AgID ha probabilmente sbagliato considerando l'IT Sanità equivalente a quello di tutto il resto della PA, dove spesso i software impiegati sono obsoleti e quindi la loro gestione risulta economicamente non conveniente. In Sanità non è così: di obsolescente, in molti casi, c'è solamente il parco PC (età media: oltre 5 anni) e forse qualche data center. Ma qui la soluzione è il cloud, e per il cloud la PA italiana non è ancora pronta a causa di lungaggini burocratiche.

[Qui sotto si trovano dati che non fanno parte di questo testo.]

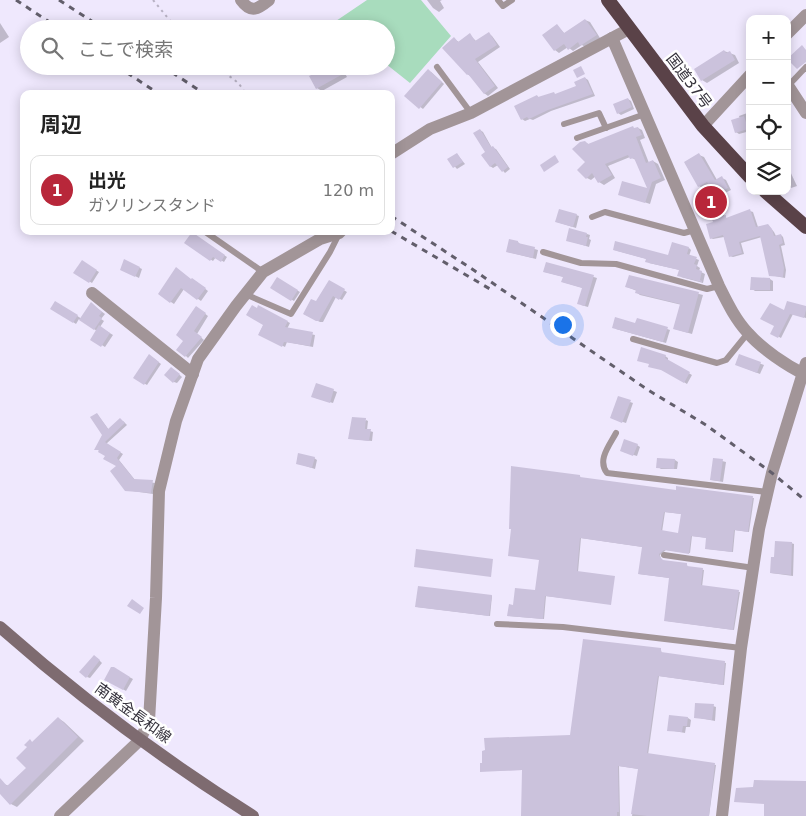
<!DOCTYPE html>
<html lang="ja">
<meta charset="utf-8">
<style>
:root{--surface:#fff;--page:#f2f2f2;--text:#222;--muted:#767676;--line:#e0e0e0;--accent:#b8273a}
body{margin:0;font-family:"DejaVu Sans","Noto Sans JP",sans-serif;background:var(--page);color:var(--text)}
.controls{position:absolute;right:15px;top:15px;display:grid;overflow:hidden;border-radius:10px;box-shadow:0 2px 12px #0003}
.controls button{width:45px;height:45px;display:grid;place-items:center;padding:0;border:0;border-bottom:1px solid var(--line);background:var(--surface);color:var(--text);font:25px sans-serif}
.you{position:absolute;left:562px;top:324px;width:18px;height:18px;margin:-12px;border:4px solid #fff;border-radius:50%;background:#1a73e8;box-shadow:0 0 0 8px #1a73e833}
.badge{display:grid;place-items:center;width:32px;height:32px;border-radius:50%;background:var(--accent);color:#fff;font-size:16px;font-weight:700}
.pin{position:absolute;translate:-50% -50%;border:2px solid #fff;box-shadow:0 1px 5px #0006}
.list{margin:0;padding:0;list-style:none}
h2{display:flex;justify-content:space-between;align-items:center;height:65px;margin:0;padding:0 20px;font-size:21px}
h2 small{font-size:16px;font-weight:400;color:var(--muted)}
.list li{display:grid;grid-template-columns:32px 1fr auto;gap:15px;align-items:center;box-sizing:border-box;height:70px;margin:0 10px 10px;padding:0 10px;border:1px solid var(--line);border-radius:10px}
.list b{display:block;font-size:19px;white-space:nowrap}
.list p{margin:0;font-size:16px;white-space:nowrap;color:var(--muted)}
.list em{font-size:16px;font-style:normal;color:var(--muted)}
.icon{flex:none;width:28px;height:28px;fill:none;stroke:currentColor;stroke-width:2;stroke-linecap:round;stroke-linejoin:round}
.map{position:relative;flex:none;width:806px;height:816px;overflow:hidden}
.search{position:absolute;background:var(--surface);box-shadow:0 2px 12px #0003;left:20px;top:20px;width:375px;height:55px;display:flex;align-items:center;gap:12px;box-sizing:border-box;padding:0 18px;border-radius:28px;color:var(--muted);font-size:19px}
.panel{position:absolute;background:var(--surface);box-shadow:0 2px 12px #0003;left:20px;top:90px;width:375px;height:145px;border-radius:10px}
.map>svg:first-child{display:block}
.green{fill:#a8dcbd}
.shadow{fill:#0003;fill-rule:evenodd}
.building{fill:#cbc2dc;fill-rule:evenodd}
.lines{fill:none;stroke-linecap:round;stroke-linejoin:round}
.path{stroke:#b7b1c3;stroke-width:2;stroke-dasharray:2.5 4;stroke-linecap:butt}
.service{stroke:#a29598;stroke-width:6}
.minor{stroke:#a29598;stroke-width:12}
.tertiary{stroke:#a29598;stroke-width:12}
.secondary{stroke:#7e6b70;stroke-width:12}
.trunk{stroke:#5a4248;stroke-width:14}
.rail{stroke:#625e6b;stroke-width:3;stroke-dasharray:6 6;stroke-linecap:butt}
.labels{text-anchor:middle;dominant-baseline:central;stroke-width:5;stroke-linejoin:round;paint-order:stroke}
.street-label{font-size:15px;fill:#35323c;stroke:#fff}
</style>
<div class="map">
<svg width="806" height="816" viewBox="0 0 806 816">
<rect width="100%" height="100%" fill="#efe8fd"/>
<path class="green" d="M367,0H421L451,36L410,83L386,64V29H340L333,23Z"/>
<g class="shadow">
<path d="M427,0H442L440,1L444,8L439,12L433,8Z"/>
<path d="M585,20L590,22L600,38L585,47L582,45L573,51L568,47L559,53L555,50L544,35L557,26L565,34Z"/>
<path d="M0,23L9,37L0,43Z"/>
<path d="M489,34L492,36L500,47L478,62L498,88L488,96L484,93L472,77L467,74L454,39L459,42L470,35L477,42Z"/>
<path d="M724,51L735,55L739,63L707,83L702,80Z"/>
<path d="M334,66L342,68L347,77L322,91L317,88Z"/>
<path d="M431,72L444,84L423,109L406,96Z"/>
<path d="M585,78L588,80L595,96L551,111L533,120L530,119L525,121L522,119L537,96L540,98L553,93L556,95L577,87Z"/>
<path d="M628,99L631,101L634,109L621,115L618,113Z"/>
<path d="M750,102V110L746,106Z"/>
<path d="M750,112V122L748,123L750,131L739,134L736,132L740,119L739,116Z"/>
<path d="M638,128L642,130L645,138L640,140L649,163L653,161L658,164L665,180L656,184L650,204L620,194L649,190L636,160L630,157L608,166L615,178L604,185L599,182L596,176L591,180L587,178L585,142L590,145Z"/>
<path d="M480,130L483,132L492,148L496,149L510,169L505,173L498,165L493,168L490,166Z"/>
<path d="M787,138L791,143L787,146Z"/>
<path d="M457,154L465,164L457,169L449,160Z"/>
<path d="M699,155L704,157L717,180L722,178L726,180L731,190L719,196L715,194L710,185L704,189L699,186L685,163Z"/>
<path d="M787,165L797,186L791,188L787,182Z"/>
<path d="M719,205L721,207L725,217L728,219L750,211L753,212L758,227L768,225L774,232L776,236L781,235L783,237L785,245L781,246L786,270L785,278L770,275L762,237L741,243L744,254L733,257L730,256L724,237L713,239L711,238Z"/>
<path d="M576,215L579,216L576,228L557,222Z"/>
<path d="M192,234L227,257L224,262L216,257L213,261L186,243Z"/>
<path d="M587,234L590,235L589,239L591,240L589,247L567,240Z"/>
<path d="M518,242L521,245L538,250L536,259L508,252Z"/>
<path d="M689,248L691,250L689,256L699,260L697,266L700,268L699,271L705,274L703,283L681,277L680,270L649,263L647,259L614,250L669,257Z"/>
<path d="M125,261L142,269L139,278L121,269Z"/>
<path d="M82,262L99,272L92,283L75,273Z"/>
<path d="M547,263L597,278L588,307L581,305L583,288L566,283L563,282L564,277L545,272Z"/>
<path d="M630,276L703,295L692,334L675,329L682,305L640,295L636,292L637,291L627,287Z"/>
<path d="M278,279L300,292L294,301L272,288Z"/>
<path d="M770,279L773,281V291H755L752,289Z"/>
<path d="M192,281H195L208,291L201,301L184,289L174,304L159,294Z"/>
<path d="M330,282L347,292L342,300L336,297L323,322H320L304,314L317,303Z"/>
<path d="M55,302L82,319L94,306L105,314L101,319L104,321L100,327L113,335L105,347L92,339L97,331L79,319L76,324L52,308Z"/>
<path d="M259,307L290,323L287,329L315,335L313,347L287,342L285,347L259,334L264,324L257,310Z"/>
<path d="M806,307V318L793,314L781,338L772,333L785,312Z"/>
<path d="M200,310L208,316L197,334L204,340L188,358L186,356L185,341Z"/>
<path d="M616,329H667L670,330L666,343Z"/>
<path d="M665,356L668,358V361L692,375L687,384L666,371L649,366Z"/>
<path d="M740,356L764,365L760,374L740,366Z"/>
<path d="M152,357L161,364L147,385L135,378Z"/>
<path d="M174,370L182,377L177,383L174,382Z"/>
<path d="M317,384L337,392L333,403L316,398Z"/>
<path d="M630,402L633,403L626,423L614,419Z"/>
<path d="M97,414L109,430L123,421L127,425L106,444L123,454L119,460L135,480L155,483L153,494L126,490L118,466L100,451L96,449L104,435Z"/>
<path d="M366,420L368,421L367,430L373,432L372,441L352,439Z"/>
<path d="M637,445L640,447L637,456L624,452Z"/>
<path d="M314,458L317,460L315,469L297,463Z"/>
<path d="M714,459L726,462L723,482L711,480Z"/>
<path d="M675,460L678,462L677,469H661L658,467Z"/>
<path d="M580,476L581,479L677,491L754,498L749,532L735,530L733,552L708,549H707L708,538L692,536L690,553L666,550L660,555L661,559L663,561L687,565L688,567L704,570L702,587L740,592L734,630L667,621L670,578L639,574L643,547L581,538L578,572L610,604L546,596L544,619L508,616L514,606L536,591ZM665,512L682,514L679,534L662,532Z"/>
<path d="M791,543L794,544L793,576L771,573Z"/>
<path d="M419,587L492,596L490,616L417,607Z"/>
<path d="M661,650L662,654L726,663L724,685L659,676L648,755L716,765L709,816H632L639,769L619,766L620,816H522L523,770L482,771L572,736Z"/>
<path d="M97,658L102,663L90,678L87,677Z"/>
<path d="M114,669L133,679L126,691L105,679Z"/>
<path d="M713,706L716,707L715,721L695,717Z"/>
<path d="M58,718L64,722L84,741L17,807L11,804L0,792V787L4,784L9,786L28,768L30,741L33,743Z"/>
<path d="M688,718L691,720L690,727H686L685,733L669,730Z"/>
</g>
<g class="building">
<path d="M585,19L597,35L580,46L578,42L568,50L564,44L554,51L542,35L557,24L564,33Z"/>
<path d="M489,32L497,45L475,59L495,86L484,94L468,74L467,75L442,48L454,37L458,42L470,33L475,41Z"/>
<path d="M802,45L806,50V62L797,69L787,59Z"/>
<path d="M724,50L726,53L730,51L735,60L701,81L694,69Z"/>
<path d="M319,66H338L343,74L316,89L309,76L321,70Z"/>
<path d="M581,66L585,74L577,78L573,70Z"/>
<path d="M428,69L442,82L419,109L404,96Z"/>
<path d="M585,77L593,94L548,110L529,119L527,117L521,120L514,106L537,95L538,97L554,92L555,94L576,86L574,82Z"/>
<path d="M628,98L632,107L617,114L613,104Z"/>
<path d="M744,116L748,129L735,133L731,120Z"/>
<path d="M633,126L634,128L638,127L642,135L636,137L646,163L653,160L661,178L652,182L645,203L618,195L622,181L647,188L634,158L630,159L628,155L605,164L612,175L598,183L592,173L586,179L577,170L585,162L572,149L580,142L585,141L588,144Z"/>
<path d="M480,129L491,147L493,146L508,167L502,172L495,163L490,167L481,155L485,152L473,133Z"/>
<path d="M457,153L463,162L453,168L447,159Z"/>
<path d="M699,153L715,180L722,176L728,188L714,195L707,182L698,187L684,162Z"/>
<path d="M555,155L559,162L544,172L540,165Z"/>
<path d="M719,204L723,216L726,215V218L750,209L756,227L768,224L772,229L774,236L781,234L783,243L779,245L784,268L783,277L769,276L760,236L739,242L742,253L729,257L723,235L710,239L706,224L713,222L708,208Z"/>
<path d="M559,209L577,214L573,227L555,222Z"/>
<path d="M569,228L587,233L586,237H588L586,246L566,241Z"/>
<path d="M192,232L225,255L221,262L213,257L210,261L184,243Z"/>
<path d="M509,239L518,241V243L535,247L533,258L506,252Z"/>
<path d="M615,241L668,255L672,242L689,247L687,254L697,257L694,264L697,265L696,269L702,271L700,280L702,281V282L677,276L679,270L645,262L646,259L613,250Z"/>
<path d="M124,259L140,267L135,277L120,270Z"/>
<path d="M82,260L97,270L89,283L73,273Z"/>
<path d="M546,262L594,275L585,306L577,304L582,288L561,282L563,277L543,272Z"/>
<path d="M176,267L191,279L192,278L206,288L197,300L181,288L170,303L158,294Z"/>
<path d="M629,275L699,292L688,333L673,329L680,304L635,293L636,290L625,287Z"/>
<path d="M277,277L298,290L291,301L270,288Z"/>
<path d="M751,277L770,278V290H750Z"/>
<path d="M329,280L345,289L339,300L333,296L319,321H316L303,314L311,299L316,301Z"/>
<path d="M55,301L78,315L73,323L50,309Z"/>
<path d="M787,301L806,306V310L804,318L790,314L778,338L770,334L774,326L760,319L770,303L784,310Z"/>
<path d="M91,302L102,312L99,316L102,318L94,330L79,320Z"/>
<path d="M252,305L257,308L258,305L288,321L285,327L313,332L310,346L284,342L282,347L258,335L263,325L246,315Z"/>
<path d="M196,306L206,313L194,331L202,337L185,357L176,350L183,341L176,335Z"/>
<path d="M615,317L635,323L637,318L668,327L663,342L612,328Z"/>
<path d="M99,325L110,333L101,347L90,340Z"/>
<path d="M641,347L666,355L665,358L690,372L684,383L661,370L648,367L649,364L637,361Z"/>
<path d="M149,354L159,362L144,385L133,378Z"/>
<path d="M739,354L761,362L757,373L735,365Z"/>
<path d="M171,367L180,374L173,383L164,375Z"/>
<path d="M316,383L334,389L330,403L311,397Z"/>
<path d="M618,396L631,400L622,423L610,418Z"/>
<path d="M97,413L108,429L120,418L125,423L105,442L121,452L117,458L134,479L153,480L151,493L125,491L110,471L116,466L103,459L105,456L98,452L99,450H94L102,435L90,417Z"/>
<path d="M352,417L366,418L365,429H371L369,441L348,439Z"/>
<path d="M624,439L638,444L633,456L620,451Z"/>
<path d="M298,453L315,457L312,468L296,464Z"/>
<path d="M657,458L675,459L674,469L656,468Z"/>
<path d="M713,458L723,459L720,481L710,480Z"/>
<path d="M511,466L580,475V477L676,490V486L753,496L748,532L734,530L732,552L705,549L706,538L691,536L689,554L664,550L659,554L660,557L663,560L687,563V566L703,568L701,585L739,590L733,630L664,621L669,578L638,574L642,547L580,538L577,571L615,576L611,605L545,596L543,619L507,616L509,604L513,605L515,588L535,590L539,560L508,556L511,529H509ZM664,512L681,514L678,533L661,530Z"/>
<path d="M775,541L792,542L791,575L770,573L771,557H774Z"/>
<path d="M416,549L493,559L491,577L414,567Z"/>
<path d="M418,586L492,595L489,616L415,607Z"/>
<path d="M132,599L144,608L140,614L127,606Z"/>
<path d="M583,639L661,648V652L725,661L723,685L658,676L647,753L715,763L709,816H647L631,814L638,769L618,766L619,812H617V816H521L522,770L480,772V763H482V751L485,750L484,738L570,735Z"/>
<path d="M94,655L100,660L86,678L79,672Z"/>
<path d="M111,667H114L130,677L123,690L104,680Z"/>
<path d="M695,703L714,704L712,720L694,718Z"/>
<path d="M669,715L688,717L687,726H683L682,732L667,731Z"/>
<path d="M58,717L78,737L10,805L0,794V778L7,786L26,768L16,758L27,747L24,745L30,739L32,742Z"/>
<path d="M754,780L806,781V816H764V804L734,802L736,788L753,787Z"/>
</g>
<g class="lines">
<g class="path">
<path d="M153,0L177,29"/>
<path d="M213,66C225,74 240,80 245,94"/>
</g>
<g class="service">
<path d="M498,0L503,6L512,0"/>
<path d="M437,67L471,113"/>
<path d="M788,86L806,67"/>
<path d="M564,124L599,113L606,128"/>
<path d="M577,138L645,114"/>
<path d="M592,217L605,212L684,233L695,230"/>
<path d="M204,231L263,272"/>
<path d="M543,252L581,263L616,264L707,289L719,286"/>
<path d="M245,294L291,314L330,252L339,234"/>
<path d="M633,339L717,363L726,360L748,333"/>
<path d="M616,433C609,446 597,460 607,473L767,492"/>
<path d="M664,555L754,568"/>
<path d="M497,624L563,627L741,648"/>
</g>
<g class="minor">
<path d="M241,0C251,14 258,9 269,0"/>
<path d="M612,38L719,286C727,302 735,319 748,333C762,349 787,366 806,375"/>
<path d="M787,84L806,113"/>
<path d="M391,154L430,129L471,113L629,29"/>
<path d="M92,293L193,374"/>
<path d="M140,740L149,721L156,598L159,491L176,421L198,359L236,306L263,272L320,239L339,233L341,231"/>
</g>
<g class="tertiary">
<path d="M787,34L806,15"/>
<path d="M703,126L750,75"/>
<path d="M60,816L140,740"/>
<path d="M722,816L741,648L759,529L772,473L806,363"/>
</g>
<path class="secondary" d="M0,627C79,697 164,760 253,816"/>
<g class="trunk">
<path d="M608,0L703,126L750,177"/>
<path d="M765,191L806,227"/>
</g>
<g class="rail">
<path d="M16,0L60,29"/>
<path d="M59,0L104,29"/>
<path d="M117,66L159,94"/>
<path d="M162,66L205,94"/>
<path d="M391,216L475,271L648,390L706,425L772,473L806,501"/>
<path d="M391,231L490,289"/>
</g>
</g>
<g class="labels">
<g class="street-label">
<text transform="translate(689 81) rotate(53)">国道37号</text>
<text transform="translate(133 713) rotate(36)">南黄金長和線</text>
</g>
</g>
</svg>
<div class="controls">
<button>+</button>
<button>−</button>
<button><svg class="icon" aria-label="locate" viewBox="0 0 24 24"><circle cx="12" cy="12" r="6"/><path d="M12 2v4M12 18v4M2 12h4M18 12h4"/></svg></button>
<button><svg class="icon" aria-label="layers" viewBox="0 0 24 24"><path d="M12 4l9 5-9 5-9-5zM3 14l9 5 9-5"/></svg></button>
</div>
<div class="you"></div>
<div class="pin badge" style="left:711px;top:202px">1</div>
<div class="search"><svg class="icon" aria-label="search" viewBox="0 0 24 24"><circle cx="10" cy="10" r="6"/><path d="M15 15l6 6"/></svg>ここで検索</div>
<section class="panel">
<h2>周辺<small></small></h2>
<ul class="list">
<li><span class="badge">1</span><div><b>出光</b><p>ガソリンスタンド</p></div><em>120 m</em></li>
</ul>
</section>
</div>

Ancora una volta, siamo di fronte al bivio: continuare a rimanere fanalino di coda rispetto alla media dei Paesi OCSE, oppure accelerare drasticamente i tempi del cambiamento. AgID deve fare un gran bel balzo in avanti, molto probabilmente crescendo in termini di risorse umane e in capacità di rispettare i tempi di execution.